Y como ya os habréis imaginado, ¡a ese paso Andrew no tardó en echarse a perder! Al año siguiente desapareció repentinamente. Sólo dejó una nota en la mesa de la cocina. Estuvo seis semanas vagabundeando por todo el estado, recogiendo material para un nuevo libro.

Hice lo que pude para evitar que fuera a Nueva York a hablar con editores y gente de esa calaña. Le llegaban muchos sobres llenos de recortes de prensa y él se ponía a leerlos cuando tendría que haber estado cosechando el maíz. Por suerte, el cartero siempre venía a media mañana, cuando Andrew estaba en el campo, así que yo solía mirar la correspondencia antes que él.

Después del segundo libro (Semillas de felicidad se titulaba), las pilas de cartas de los editores eran tan grandes que yo solía echarlas dentro de la estufa antes de que Andrew las viera, excepto las que enviaban de Decameron Jones, pues a veces traían cheques. Cada poco aparecía algún que otro literato para entrevistar a Andrew. Afortunadamente, conseguía deshacerme de ellos casi siempre.

Sin embargo, Andrew era cada vez menos un granjero y cada vez más un hombre de letras.

Compró una máquina de escribir. Solía pasar mucho tiempo en la pocilga anotando adjetivos para describir la puesta de sol, en lugar de arreglar la veleta del granero, que estaba tan desajustada que el viento norte llegaba por el suroeste. Ya casi ni revisaba los catálogos de Sears Roebuck, y después de que el señor Decameron, que vino a visitarnos a la granja, le aconsejara escribir un libro de poemas bucólicos, la situación se volvió sencillamente insoportable.

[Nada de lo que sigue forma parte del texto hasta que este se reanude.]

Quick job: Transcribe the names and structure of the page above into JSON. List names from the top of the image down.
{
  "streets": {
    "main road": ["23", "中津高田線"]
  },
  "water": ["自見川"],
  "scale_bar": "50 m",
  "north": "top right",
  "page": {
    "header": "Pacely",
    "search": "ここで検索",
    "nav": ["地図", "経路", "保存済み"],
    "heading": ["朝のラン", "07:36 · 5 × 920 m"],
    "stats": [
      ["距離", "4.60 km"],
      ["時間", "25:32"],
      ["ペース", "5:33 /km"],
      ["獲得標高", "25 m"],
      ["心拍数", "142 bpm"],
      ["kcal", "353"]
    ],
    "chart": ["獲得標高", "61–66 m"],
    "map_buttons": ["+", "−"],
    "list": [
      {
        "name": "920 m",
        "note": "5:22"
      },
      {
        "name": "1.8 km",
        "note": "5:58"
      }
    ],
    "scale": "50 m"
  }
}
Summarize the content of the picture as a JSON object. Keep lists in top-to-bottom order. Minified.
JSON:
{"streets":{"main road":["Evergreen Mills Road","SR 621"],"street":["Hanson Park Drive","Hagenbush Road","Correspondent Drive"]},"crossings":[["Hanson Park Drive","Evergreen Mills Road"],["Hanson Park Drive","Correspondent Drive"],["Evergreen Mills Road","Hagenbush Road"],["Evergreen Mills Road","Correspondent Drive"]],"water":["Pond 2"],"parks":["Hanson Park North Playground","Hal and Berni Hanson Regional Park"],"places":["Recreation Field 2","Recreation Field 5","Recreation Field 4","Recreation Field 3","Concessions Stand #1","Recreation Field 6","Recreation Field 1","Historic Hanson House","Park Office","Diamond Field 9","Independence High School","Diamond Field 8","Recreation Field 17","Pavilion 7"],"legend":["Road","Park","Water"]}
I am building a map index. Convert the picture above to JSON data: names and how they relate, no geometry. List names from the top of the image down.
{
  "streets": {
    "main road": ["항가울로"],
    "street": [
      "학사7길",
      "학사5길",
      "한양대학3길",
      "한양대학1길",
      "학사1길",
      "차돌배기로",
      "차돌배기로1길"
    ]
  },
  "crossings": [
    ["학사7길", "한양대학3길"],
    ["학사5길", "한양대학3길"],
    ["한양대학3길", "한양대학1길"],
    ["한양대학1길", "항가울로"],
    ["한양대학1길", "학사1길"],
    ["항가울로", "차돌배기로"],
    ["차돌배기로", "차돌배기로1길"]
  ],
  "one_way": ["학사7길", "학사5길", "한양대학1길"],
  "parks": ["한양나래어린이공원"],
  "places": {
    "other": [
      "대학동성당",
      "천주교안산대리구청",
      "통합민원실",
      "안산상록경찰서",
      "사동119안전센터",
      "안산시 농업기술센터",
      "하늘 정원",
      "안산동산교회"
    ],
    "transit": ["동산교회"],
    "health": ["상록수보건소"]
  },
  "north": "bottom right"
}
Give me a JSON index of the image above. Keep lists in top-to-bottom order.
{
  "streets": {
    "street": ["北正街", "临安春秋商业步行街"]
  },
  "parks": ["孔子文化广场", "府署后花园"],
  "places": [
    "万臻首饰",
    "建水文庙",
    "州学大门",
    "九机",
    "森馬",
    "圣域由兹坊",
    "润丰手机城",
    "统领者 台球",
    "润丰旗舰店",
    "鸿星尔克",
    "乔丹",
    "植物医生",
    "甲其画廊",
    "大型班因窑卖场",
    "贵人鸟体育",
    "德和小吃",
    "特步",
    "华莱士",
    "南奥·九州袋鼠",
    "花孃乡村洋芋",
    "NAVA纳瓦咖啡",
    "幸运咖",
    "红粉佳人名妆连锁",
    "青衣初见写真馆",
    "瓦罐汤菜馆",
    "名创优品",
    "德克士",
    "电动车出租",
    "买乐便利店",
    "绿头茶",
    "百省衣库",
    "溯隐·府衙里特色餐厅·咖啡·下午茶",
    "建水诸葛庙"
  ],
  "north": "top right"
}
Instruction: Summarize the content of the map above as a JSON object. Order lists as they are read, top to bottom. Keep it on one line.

Y yo me pasaba el tiempo contando huevos y preparando las tres comidas diarias y administrando la granja, mientras Andrew, en uno de sus ataques de literatura, se marchaba a vagabundear y recopilar aventuras para un nuevo libro. (Tendríais que haber visto en qué estado regresaba después de uno de aquellos viajes, vagando por los caminos sin dinero y sin un solo calcetín limpio en el zurrón. Una vez regresó con una tos que se escuchaba desde el otro lado del granero y tuve que cuidarlo durante tres semanas.)

Cuando supe que alguien había escrito un opúsculo sobre «El Sabio de Redfield» donde me describían como una Jantipa rural y como «la balanza doméstica que acercaba al gran escritor a las realidades cotidianas de la vida» resolví darle a Andrew una cucharada de su propia medicina. Y ésta es la historia.